▶ [WORK TO BE COMPLETED]: Would you retype the entries from the first line to the line bearing "0,100% 100%,50% 72%,0", both included, leaving out every picture?

Dataset entries
......

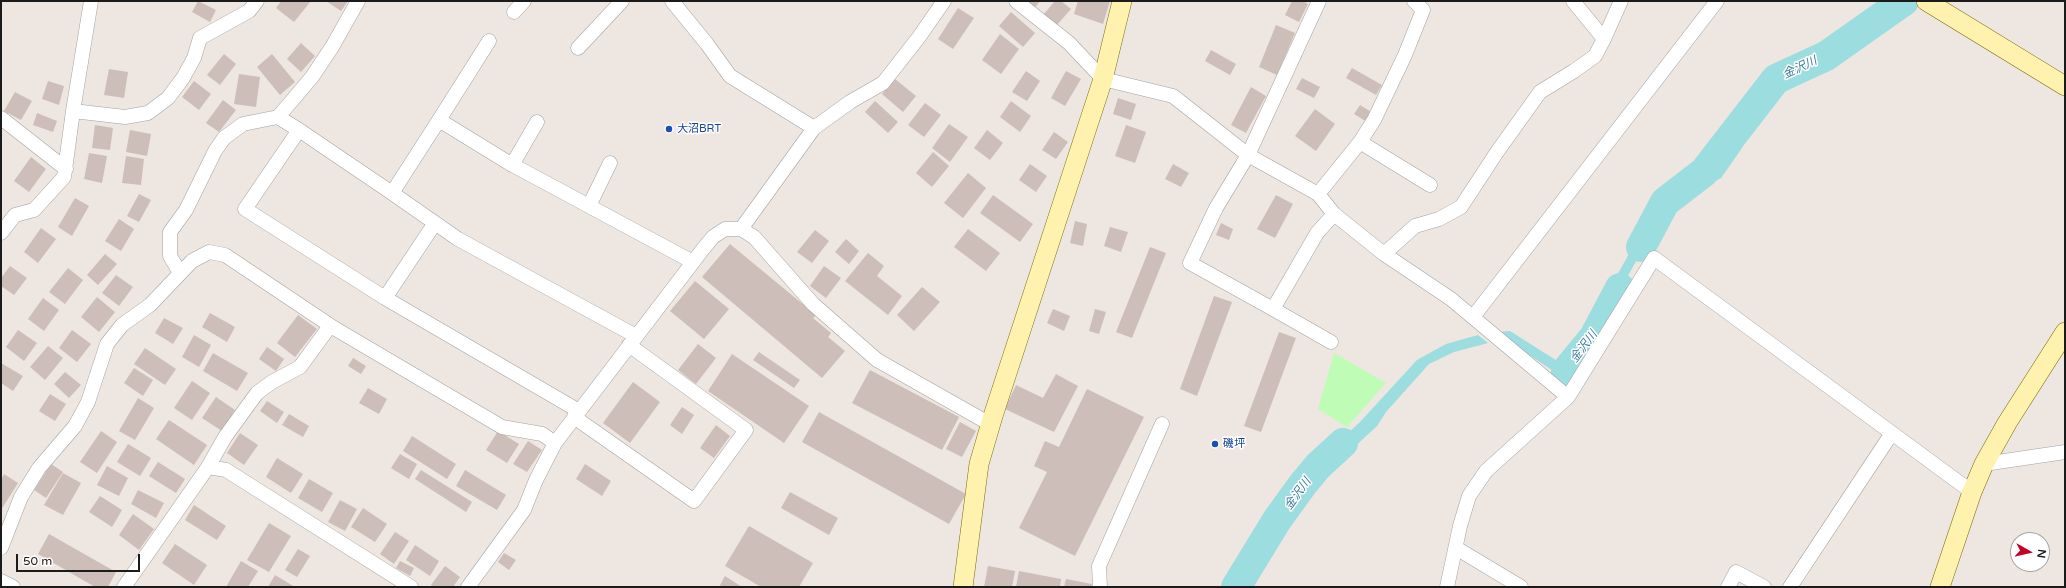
<!DOCTYPE html>
<meta charset="utf-8">
<style>
body{margin:0}
#map{position:relative;width:2066px;height:588px;overflow:hidden;background:#eee6e0;font-family:"Varela Round",sans-serif}
canvas{display:block}
.frame{position:absolute;inset:0;border:2px solid #1b1b1b;pointer-events:none}
.north{position:absolute;left:2010px;top:532px;width:40px;height:40px;box-sizing:border-box;background:#fff;border:1px solid #a4a4a4;border-radius:50%;rotate:98deg;font-size:11px;font-weight:700;line-height:16px;text-align:center;color:#1b1b1b}
.north::after{content:'';display:block;margin:auto;width:14px;height:18px;background:#c70027;clip-path:polygon(50% 0,100% 100%,50% 72%,0 100%)}
.scale{position:absolute;left:16px;top:554px;width:124px;height:18px;box-sizing:border-box;border:2px solid #1b1b1b;border-top:0;padding-left:5px;font-size:12px;line-height:14px;white-space:nowrap;color:#1b1b1b;-webkit-text-stroke:3px #fff;paint-order:stroke}
</style>
<div id="map">
<canvas width="2066" height="588"></canvas>
<div class="frame"></div>
<div class="north">N</div>
<div class="scale">50 m</div>
</div>
<script>
const c = document.querySelector('canvas').getContext('2d');
c.lineJoin = 'round';
function fillPath(path, color) { c.fillStyle = color; c.fill(path, 'evenodd'); }
const poly = rows => new Path2D(rows.map(r => 'M' + r).join(''));
function stroke(path, color, width, dash) { c.strokeStyle = color; c.lineWidth = width; c.lineCap = dash ? 'butt' : 'round'; c.setLineDash(dash || []); c.stroke(path); }
function label(font, color, halo, rows, align = 'center') {
  c.font = font + ' "Varela Round","Noto Sans JP",sans-serif'; c.lineWidth = 3; c.setLineDash([]); c.textBaseline = 'middle'; c.strokeStyle = halo; c.fillStyle = color; for (const [text, x, y, turn = 0] of rows) {
    c.save(); c.translate(x, y); c.rotate((+turn || 0) * Math.PI / 180); c.textAlign = isNaN(turn) ? turn : align; if (halo) c.strokeText(text, 0, 0); c.fillText(text, 0, 0); c.restore();
  }
}
const park = poly([
 [1334,353,1386,383,1347,427,1318,409]
]);
const water = poly([
 [1893,2,1912,5,1870,27,1847,45,1844,36,1870,16],
 [1835,44,1838,52,1778,81,1740,151,1721,178,1680,201,1670,214,1657,203,1701,182,1714,168,1732,147,1744,128,1769,78,1780,70,1820,53],
 [1655,207,1667,216,1648,255,1639,256,1581,360,1567,376,1558,374,1511,343,1499,332,1510,331,1562,364,1570,360],
 [1478,335,1488,343,1454,352,1429,364,1386,412,1377,426,1324,475,1308,470,1360,422,1417,360,1446,344],
 [1298,481,1307,486,1281,522,1242,587,1231,587,1242,565]
]);
const river = poly([
 [1641,247,1665,202,1704,172,1776,79,1826,56,1904,1],
 [1566,371,1594,337,1620,288],
 [1236,587,1277,520,1303,484,1318,466,1343,443]
]);
const building = poly([
 [198,1,216,10,210,22,192,12],
 [281,1,311,1,294,22,276,8],
 [326,1,348,1,341,11],
 [1024,1,1040,1,1034,9],
 [1055,1,1061,1,1071,9,1056,26,1043,15],
 [1078,1,1110,1,1103,24,1074,14],
 [1292,1,1303,1,1308,4,1299,22,1285,15],
 [958,8,974,18,953,49,938,39],
 [1011,12,1035,33,1023,47,999,26],
 [1276,25,1295,33,1277,75,1259,67],
 [1000,34,1019,49,1001,74,982,60],
 [301,43,315,56,301,72,287,59],
 [1211,50,1236,64,1230,75,1205,61],
 [224,54,236,64,220,85,207,75],
 [272,54,295,82,280,95,257,67],
 [1352,68,1382,85,1376,95,1346,78],
 [109,69,128,72,124,98,104,95],
 [1026,71,1040,81,1027,101,1012,92],
 [1066,71,1081,79,1065,106,1051,98],
 [239,74,260,77,256,107,234,104],
 [1302,78,1320,87,1314,98,1296,89],
 [895,79,916,96,903,112,882,94],
 [48,81,64,86,59,105,42,99],
 [194,81,211,94,199,110,182,97],
 [1251,87,1266,96,1246,133,1231,125],
 [15,92,32,101,21,120,4,111],
 [1118,98,1136,104,1131,120,1113,114],
 [223,100,236,110,219,132,206,123],
 [875,101,898,122,888,133,865,112],
 [1011,101,1031,116,1020,132,1000,117],
 [925,103,941,115,924,137,908,125],
 [1360,105,1373,113,1367,122,1354,114],
 [1315,109,1335,124,1316,151,1295,136],
 [37,113,57,121,53,132,33,125],
 [949,124,968,137,950,162,932,148],
 [95,125,113,128,110,150,92,148],
 [1126,125,1146,132,1135,163,1115,156],
 [130,130,151,134,147,156,126,152],
 [987,130,1003,143,990,160,974,148],
 [1054,132,1068,142,1056,159,1042,150],
 [933,152,949,166,932,187,916,173],
 [89,153,107,156,102,183,84,179],
 [126,156,144,159,141,185,122,183],
 [31,157,46,169,29,192,14,181],
 [1030,164,1047,176,1036,192,1019,180],
 [1173,164,1189,173,1181,187,1165,179],
 [968,173,986,188,963,218,944,203],
 [139,194,151,200,139,222,127,216],
 [993,195,1033,224,1020,242,980,213],
 [1276,195,1293,204,1275,238,1257,229],
 [75,198,89,206,72,236,58,227],
 [119,219,134,229,121,251,105,241],
 [1075,221,1087,224,1083,246,1070,243],
 [1221,223,1233,229,1229,240,1216,235],
 [1110,227,1128,232,1121,252,1104,246],
 [41,228,56,239,38,263,24,252],
 [968,229,1000,253,986,271,954,247],
 [815,230,829,241,812,263,797,252],
 [846,239,859,251,849,264,835,252],
 [730,244,816,315,813,318,831,333,828,337,845,351,822,378,702,277],
 [1150,247,1166,253,1132,338,1116,332],
 [868,253,884,266,877,276,902,296,888,315,845,281],
 [105,254,117,264,98,285,87,275],
 [10,266,27,278,14,295,1,286,1,278],
 [824,266,841,278,826,298,810,286],
 [68,268,83,280,65,304,49,292],
 [116,275,133,287,119,306,102,293],
 [695,281,729,309,704,339,670,311],
 [922,287,940,302,914,331,897,315],
 [1214,296,1232,302,1197,396,1180,389],
 [97,297,115,312,99,332,81,317],
 [43,298,59,310,44,331,28,319],
 [1053,309,1070,316,1064,331,1047,323],
 [1095,309,1106,312,1099,334,1089,331],
 [210,313,235,327,227,342,202,327],
 [298,315,317,329,295,357,277,343],
 [164,318,183,328,173,344,155,333],
 [18,330,37,343,24,361,6,347],
 [72,330,91,344,77,362,59,348],
 [1279,332,1296,338,1261,432,1244,426],
 [194,335,211,345,199,367,182,357],
 [698,344,716,358,696,384,678,370],
 [48,346,63,358,45,380,30,367],
 [267,347,284,359,276,371,259,359],
 [145,348,176,369,165,385,134,364],
 [759,352,800,380,794,388,753,360],
 [213,353,248,373,237,391,203,371],
 [732,354,809,406,784,443,708,391],
 [353,358,366,366,361,374,348,366],
 [1,363,23,376,13,391,1,383],
 [134,368,153,380,143,396,124,383],
 [870,370,959,417,942,450,852,403],
 [65,372,81,385,69,398,54,384],
 [1056,374,1078,386,1054,432,1005,409,1016,385,1043,398],
 [192,381,210,393,192,420,174,408],
 [633,382,660,402,630,443,603,423],
 [368,388,387,399,379,414,359,403],
 [1087,389,1144,417,1075,556,1019,528,1047,472,1034,466,1045,441,1059,447],
 [50,394,66,404,55,421,39,411],
 [216,397,235,410,222,431,202,418],
 [138,398,154,408,135,440,119,431],
 [267,401,284,412,277,423,260,411],
 [682,407,694,415,682,434,670,425],
 [819,412,966,494,949,524,802,442],
 [289,414,309,426,303,437,282,425],
 [169,420,207,445,194,465,156,439],
 [960,422,976,431,962,457,946,449],
 [716,425,730,436,714,458,700,448],
 [101,431,117,442,97,473,80,462],
 [498,431,519,444,507,463,486,450],
 [240,433,258,445,244,465,227,453],
 [412,436,456,464,447,479,403,451],
 [528,441,542,450,527,472,513,464],
 [128,444,151,458,140,476,117,462],
 [400,454,417,464,409,479,391,468],
 [277,458,303,474,291,493,266,477],
 [158,462,185,479,176,493,149,476],
 [51,464,63,472,46,498,34,490],
 [585,464,611,481,602,496,576,479],
 [107,466,128,478,119,496,97,485],
 [421,470,472,502,466,512,415,479],
 [465,470,506,495,497,510,456,486],
 [63,473,81,483,63,515,44,505],
 [4,474,18,483,1,510,1,480],
 [309,479,333,493,322,512,298,498],
 [138,490,164,503,156,518,131,504],
 [790,492,838,518,829,535,781,508],
 [100,496,122,510,112,527,89,512],
 [340,500,357,509,345,531,328,522],
 [194,505,226,526,217,540,185,520],
 [363,508,387,524,375,542,351,527],
 [133,514,154,529,139,550,119,535],
 [269,523,291,536,269,572,247,560],
 [749,526,813,563,799,587,761,587,725,566],
 [395,532,409,541,394,564,380,554],
 [49,534,116,572,108,587,95,587,38,554],
 [175,544,207,565,194,585,162,563],
 [415,545,439,561,430,576,406,560],
 [298,549,310,556,297,577,285,570],
 [504,553,516,560,509,570,498,562],
 [241,561,258,571,248,587,226,587],
 [400,561,414,568,410,576,396,568],
 [445,566,460,577,453,587,434,587,431,585],
 [988,566,1015,571,1012,587,984,587],
 [1019,571,1061,579,1060,587,1016,587],
 [275,575,295,587,268,587],
 [725,576,742,587,719,587],
 [1066,579,1092,584,1091,587,1064,587]
]);
const street = poly([
 [672,1,707,44,730,76,814,128],
 [1016,1,1069,43,1103,79,1173,96,1248,155,1318,194,1334,214,1384,254,1451,299,1568,397],
 [1573,1,1604,39],
 [514,12,524,1],
 [578,48,622,1],
 [73,111,91,1],
 [278,117,312,77,332,47,358,1],
 [1,118,66,169],
 [439,120,489,41],
 [1360,142,1430,185],
 [512,165,537,122],
 [392,193,299,130,245,209,385,298,435,223],
 [1318,194,1360,142,1374,120,1405,55,1423,10,1414,1],
 [589,206,610,163],
 [741,229,814,128,850,102,883,83,919,37,944,1],
 [1,233,15,215,34,210,64,177,73,111,125,117,148,113,168,98,183,78,194,58,200,38,249,11,257,1],
 [1384,254,1415,226,1439,219,1461,207,1497,152,1540,92,1574,71,1595,56,1604,39,1621,1],
 [180,273,170,256,170,232,186,210,215,151,224,138,243,124,278,117,299,130],
 [385,298,579,411],
 [1273,309,1190,263,1216,208,1248,155,1319,1],
 [1473,317,1717,1],
 [636,336,458,239,392,193,439,120,509,163,693,262],
 [1331,342,1273,309,1317,233,1334,214],
 [574,417,694,501,746,430,629,345],
 [1984,464,2065,452],
 [208,467,225,437,257,393,272,382,300,367,330,326],
 [1,548,21,497,39,468,75,426,88,402,107,344,122,325,150,305,192,261,209,252,225,255,334,328,502,427,542,434,555,443],
 [1456,548,1521,587],
 [1,581,13,587],
 [124,587,208,467,226,470,411,587],
 [468,587,524,510,536,480,555,443,703,249,713,237,725,229,741,229,754,237,813,304,877,360,990,424],
 [1100,587,1099,566,1162,424],
 [1447,587,1460,526,1469,496,1486,471,1568,397,1654,258,1972,492],
 [1728,587,1736,572,1764,587],
 [1790,587,1892,433]
]);
const secondary = poly([
 [1926,1,2065,86],
 [963,587,979,464,993,416,1103,79,1122,1],
 [1940,587,1972,492,1984,464,2007,423,2065,332]
]);
const markers = [
 [669,129,4,"#1a4fb4"],
 [1215,444,4,"#1a4fb4"]
];
const transitNames = [
 ["大沼BRT",677,129],
 ["磯坪",1223,444]
];
const waterNames = [
 ["金沢川",1800,68,-25],
 ["金沢川",1584,347,-53],
 ["金沢川",1298,494,-54]
];
fillPath(park, '#bffdb7');
fillPath(water, '#9cdddf');
stroke(river, '#9cdddf', 30);
fillPath(building, '#cebeb9');
stroke(street, '#a2a2a2', 15);
stroke(secondary, '#756b00', 20);
stroke(street, '#fff', 14);
stroke(secondary, '#fef2ae', 19);
for (const [x, y, r, color] of markers) { const dot = new Path2D(); dot.arc(x, y, r, 0, 2 * Math.PI); c.fillStyle = color; c.fill(dot); stroke(dot, '#fff', 1.5); }
label('11px', '#164399', '#fff', transitNames, 'left');
label('italic 12px', '#3b7c99', '#fff', waterNames);
</script>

......

▶ [ANSWER TO THIS PROBLEM]:
<!DOCTYPE html>
<meta charset="utf-8">
<style>
body{margin:0}
#map{position:relative;width:2066px;height:588px;overflow:hidden;background:#eee6e0;font-family:"Varela Round",sans-serif}
canvas{display:block}
.frame{position:absolute;inset:0;border:2px solid #1b1b1b;pointer-events:none}
.north{position:absolute;left:2010px;top:532px;width:40px;height:40px;box-sizing:border-box;background:#fff;border:1px solid #a4a4a4;border-radius:50%;rotate:98deg;font-size:11px;font-weight:700;line-height:16px;text-align:center;color:#1b1b1b}
.north::after{content:'';display:block;margin:auto;width:14px;height:18px;background:#c70027;clip-path:polygon(50% 0,100% 100%,50% 72%,0 100%)}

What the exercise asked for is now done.